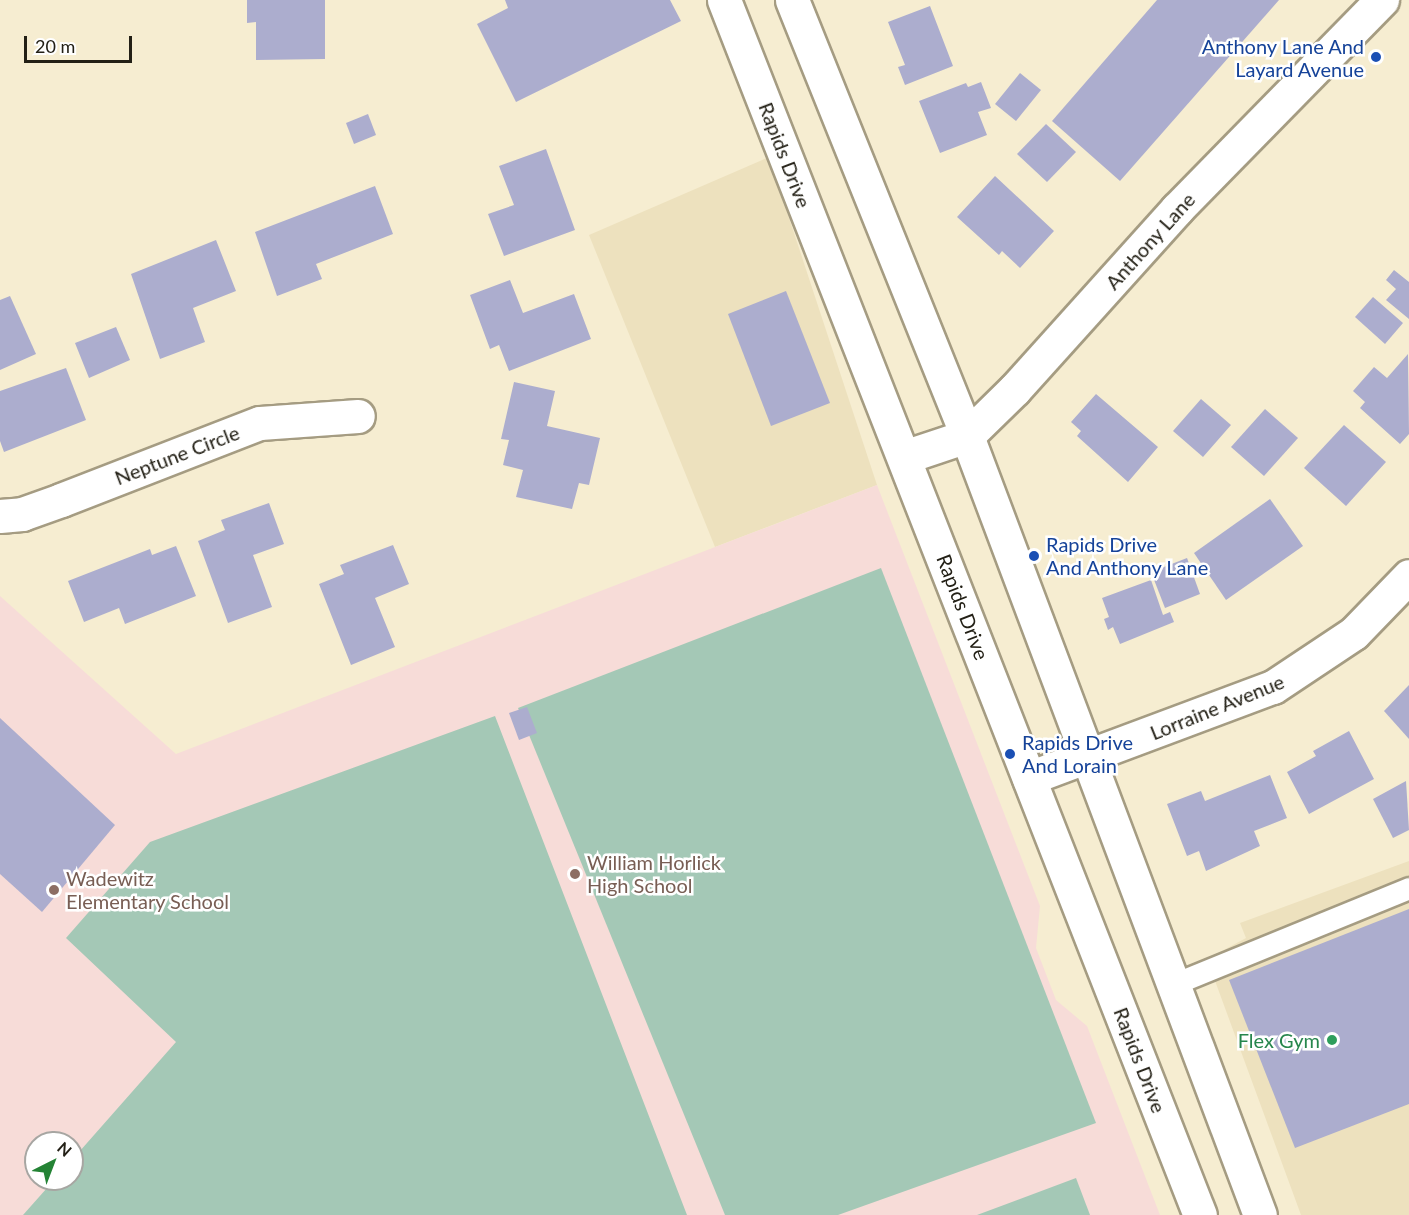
<!DOCTYPE html>
<style>
body{margin:0}
#map{position:relative;width:1409px;height:1215px;overflow:hidden;background:#f6edd1;font-family:Lato,sans-serif}
div>[style]{position:absolute}
.built>*{inset:0;background:#ede1be}
.education>*{inset:0;background:#f7dcd8}
.green>*{inset:0;background:#a4c8b6}
.building>*{inset:0;background:#acadce}
.roads{filter:drop-shadow(2px 0 #a59c82) drop-shadow(-2px 0 #a59c82) drop-shadow(0 2px #a59c82) drop-shadow(0 -2px #a59c82)}
.lane>*{height:21px;margin:-10.5px;padding:0 10.5px;transform-origin:10.5px;border-radius:10.5px;background:#fff}
.street>*{height:33px;margin:-16.5px;padding:0 16.5px;transform-origin:16.5px;border-radius:16.5px;background:#fff}
.secondary>*{height:33px;margin:-16.5px;padding:0 16.5px;transform-origin:16.5px;border-radius:16.5px;background:#fff}
.dots>*{width:16px;height:16px;translate:-50% -50%;box-sizing:border-box;border:3px solid #fff;border-radius:50%}
span{translate:-50% -50%;white-space:nowrap;text-align:center;line-height:1.15;-webkit-text-stroke:5px #fff;paint-order:stroke}
.transit-label{font-size:20px;color:#164399}
.right{translate:-100% -50%;text-align:right}
.left{translate:0 -50%;text-align:left}
.street-label{font-size:20px;color:#232016}
.education-label{font-size:20px;color:#785e54}
.leisure-label{font-size:20px;color:#27864d}
.north{position:absolute;left:24px;top:1131px;width:60px;height:60px;box-sizing:border-box;background:#fff;border:2px solid #a7a6a2;border-radius:50%;rotate:42deg;font-size:16px;font-weight:700;line-height:24px;text-align:center;color:#232016}
.north::after{content:'';display:block;margin:auto;width:21px;height:27px;background:#248335;clip-path:polygon(50% 0,100% 100%,50% 72%,0 100%)}
.scale{position:absolute;left:24px;top:36px;width:108px;height:27px;box-sizing:border-box;border:3px solid #232016;border-top:0;padding-left:8px;font-size:18px;line-height:21px;white-space:nowrap;color:#232016;-webkit-text-stroke:4px #fff;paint-order:stroke}
</style>
<div id="map">
<div class="built">
<i style="clip-path:polygon(769px 157px,877px 485px,715px 547px,589px 235px)"></i>
<i style="clip-path:polygon(1409px 861px,1409px 1215px,1301px 1215px,1207px 959px,1246px 938px,1240px 923px)"></i>
</div>
<div class="education">
<i style="clip-path:polygon(evenodd,877px 485px,1040px 906px,1036px 948px,1056px 1000px,1087px 1026px,1160px 1215px,0 1215px,0 596px,176px 754px,877px 485px,36px 1143px,72px 1143px,72px 1179px,36px 1179px,36px 1143px)"></i>
</div>
<div class="green">
<i style="clip-path:polygon(881px 568px,1096px 1123px,838px 1215px,725px 1215px,518px 708px)"></i>
<i style="clip-path:polygon(495px 716px,687px 1215px,23px 1215px,55px 1179px,72px 1179px,72px 1160px,176px 1042px,66px 938px,150px 842px)"></i>
<i style="clip-path:polygon(1076px 1178px,1090px 1215px,977px 1215px)"></i>
</div>
<div class="building">
<i style="clip-path:polygon(247px 0,325px 0,325px 59px,256px 60px,256px 22px,247px 23px)"></i>
<i style="clip-path:polygon(505px 0,670px 0,681px 21px,516px 102px,477px 24px,508px 8px)"></i>
<i style="clip-path:polygon(1157px 0,1279px 0,1120px 181px,1052px 121px)"></i>
<i style="clip-path:polygon(930px 6px,953px 66px,905px 85px,898px 67px,905px 65px,888px 22px)"></i>
<i style="clip-path:polygon(1020px 73px,1041px 90px,1016px 121px,995px 104px)"></i>
<i style="clip-path:polygon(981px 82px,991px 108px,978px 112px,987px 135px,940px 153px,919px 101px,966px 83px,968px 87px)"></i>
<i style="clip-path:polygon(368px 114px,376px 135px,354px 144px,346px 123px)"></i>
<i style="clip-path:polygon(1046px 124px,1076px 152px,1047px 182px,1017px 154px)"></i>
<i style="clip-path:polygon(546px 149px,575px 230px,504px 256px,488px 214px,514px 205px,499px 166px)"></i>
<i style="clip-path:polygon(995px 176px,1054px 231px,1020px 268px,1002px 251px,999px 255px,957px 217px)"></i>
<i style="clip-path:polygon(375px 186px,393px 234px,316px 264px,322px 279px,277px 296px,255px 232px)"></i>
<i style="clip-path:polygon(216px 240px,236px 291px,193px 308px,205px 342px,160px 359px,131px 274px)"></i>
<i style="clip-path:polygon(1394px 270px,1409px 282px,1409px 319px,1386px 300px,1396px 289px,1386px 280px)"></i>
<i style="clip-path:polygon(510px 280px,523px 313px,574px 294px,591px 339px,509px 371px,499px 345px,490px 349px,470px 295px)"></i>
<i style="clip-path:polygon(786px 291px,830px 403px,771px 426px,728px 314px)"></i>
<i style="clip-path:polygon(10px 296px,36px 354px,0 370px,0 300px)"></i>
<i style="clip-path:polygon(1373px 297px,1403px 323px,1385px 344px,1355px 317px)"></i>
<i style="clip-path:polygon(116px 327px,130px 360px,89px 378px,75px 343px)"></i>
<i style="clip-path:polygon(1408px 354px,1409px 434px,1400px 444px,1360px 408px,1365px 402px,1353px 391px,1374px 367px,1387px 378px)"></i>
<i style="clip-path:polygon(66px 368px,86px 420px,4px 452px,0 441px,0 391px)"></i>
<i style="clip-path:polygon(514px 382px,555px 391px,547px 426px,600px 438px,589px 485px,579px 483px,572px 509px,516px 497px,523px 470px,503px 465px,509px 440px,501px 439px)"></i>
<i style="clip-path:polygon(1096px 394px,1158px 447px,1128px 482px,1077px 436px,1081px 431px,1071px 422px)"></i>
<i style="clip-path:polygon(1201px 399px,1231px 425px,1203px 457px,1173px 431px)"></i>
<i style="clip-path:polygon(1265px 409px,1298px 438px,1264px 476px,1231px 447px)"></i>
<i style="clip-path:polygon(1344px 425px,1386px 462px,1346px 506px,1304px 468px)"></i>
<i style="clip-path:polygon(1270px 499px,1303px 546px,1226px 600px,1194px 553px)"></i>
<i style="clip-path:polygon(269px 503px,284px 544px,253px 555px,272px 607px,228px 623px,198px 541px,225px 530px,221px 520px)"></i>
<i style="clip-path:polygon(393px 545px,409px 584px,375px 598px,395px 647px,351px 665px,319px 584px,344px 574px,340px 565px)"></i>
<i style="clip-path:polygon(176px 546px,196px 596px,125px 624px,119px 608px,84px 622px,68px 581px,150px 549px,152px 555px)"></i>
<i style="clip-path:polygon(1187px 558px,1200px 594px,1165px 608px,1151px 572px)"></i>
<i style="clip-path:polygon(1151px 580px,1163px 615px,1170px 612px,1174px 622px,1120px 644px,1113px 627px,1108px 630px,1104px 619px,1109px 617px,1102px 598px)"></i>
<i style="clip-path:polygon(1409px 685px,1409px 739px,1384px 711px)"></i>
<i style="clip-path:polygon(527px 707px,537px 733px,519px 740px,509px 713px)"></i>
<i style="clip-path:polygon(0 718px,115px 825px,42px 912px,0 874px)"></i>
<i style="clip-path:polygon(1349px 731px,1374px 779px,1309px 814px,1287px 772px,1316px 756px,1313px 751px)"></i>
<i style="clip-path:polygon(1270px 775px,1287px 818px,1254px 831px,1260px 846px,1206px 871px,1199px 851px,1187px 856px,1167px 804px,1201px 791px,1205px 801px)"></i>
<i style="clip-path:polygon(1406px 781px,1409px 830px,1393px 838px,1373px 799px)"></i>
<i style="clip-path:polygon(1409px 909px,1409px 1104px,1295px 1148px,1229px 980px)"></i>
</div>
<div class="roads">
<div class="lane">
<i style="left:1174px;top:984px;width:254px;rotate:-22.2deg"></i>
</div>
<div class="street">
<i style="left:904px;top:457px;width:66px;rotate:-18.4deg"></i>
<i style="left:967px;top:436px;width:67px;rotate:-44.4deg"></i>
<i style="left:1015px;top:389px;width:242px;rotate:-48deg"></i>
<i style="left:1177px;top:209px;width:293px;rotate:-45.6deg"></i>
<i style="left:0;top:516px;width:22px;rotate:-5deg"></i>
<i style="left:22px;top:514px;width:41px;rotate:-19.7deg"></i>
<i style="left:61px;top:500px;width:213px;rotate:-21.2deg"></i>
<i style="left:260px;top:423px;width:98px;rotate:-4.1deg"></i>
<i style="left:1029px;top:778px;width:260px;rotate:-20.5deg"></i>
<i style="left:1273px;top:687px;width:97px;rotate:-33.7deg"></i>
<i style="left:1354px;top:633px;width:79px;rotate:-46deg"></i>
</div>
<div class="secondary">
<i style="left:724px;top:0;width:1305px;rotate:68.61deg"></i>
<i style="left:792px;top:0;width:470px;rotate:68.1deg"></i>
<i style="left:967px;top:436px;width:832px;rotate:69.39deg"></i>
</div>
</div>
<div class="dots">
<i style="left:1376px;top:57px;background:#1a4fb4"></i>
<i style="left:1034px;top:556px;background:#1a4fb4"></i>
<i style="left:1010px;top:754px;background:#1a4fb4"></i>
<i style="left:575px;top:874px;background:#8d6e63"></i>
<i style="left:54px;top:890px;background:#8d6e63"></i>
<i style="left:1332px;top:1040px;background:#2e9e5b"></i>
</div>
<div class="transit-label">
<span class="right" style="left:1364px;top:58px">Anthony Lane And<br>Layard Avenue</span>
<span class="left" style="left:1046px;top:556px">Rapids Drive<br>And Anthony Lane</span>
<span class="left" style="left:1022px;top:754px">Rapids Drive<br>And Lorain</span>
</div>
<div class="street-label">
<span style="left:785px;top:155px;rotate:69deg">Rapids Drive</span>
<span style="left:1150px;top:241px;rotate:-48deg">Anthony Lane</span>
<span style="left:177px;top:455px;rotate:-21deg">Neptune Circle</span>
<span style="left:963px;top:607px;rotate:69deg">Rapids Drive</span>
<span style="left:1217px;top:707px;rotate:-22deg">Lorraine Avenue</span>
<span style="left:1140px;top:1060px;rotate:69deg">Rapids Drive</span>
</div>
<div class="education-label">
<span class="left" style="left:587px;top:874px">William Horlick<br>High School</span>
<span class="left" style="left:66px;top:890px">Wadewitz<br>Elementary School</span>
</div>
<div class="leisure-label">
<span class="right" style="left:1320px;top:1040px">Flex Gym</span>
</div>
<div class="north">N</div>
<div class="scale">20 m</div>
</div>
# # # # # # #
**DESCRIPTION OF THE TASK:**
Going through the entries above, report how many lines contain the word "border", with no other text.

**WORKED SOLUTION:**
6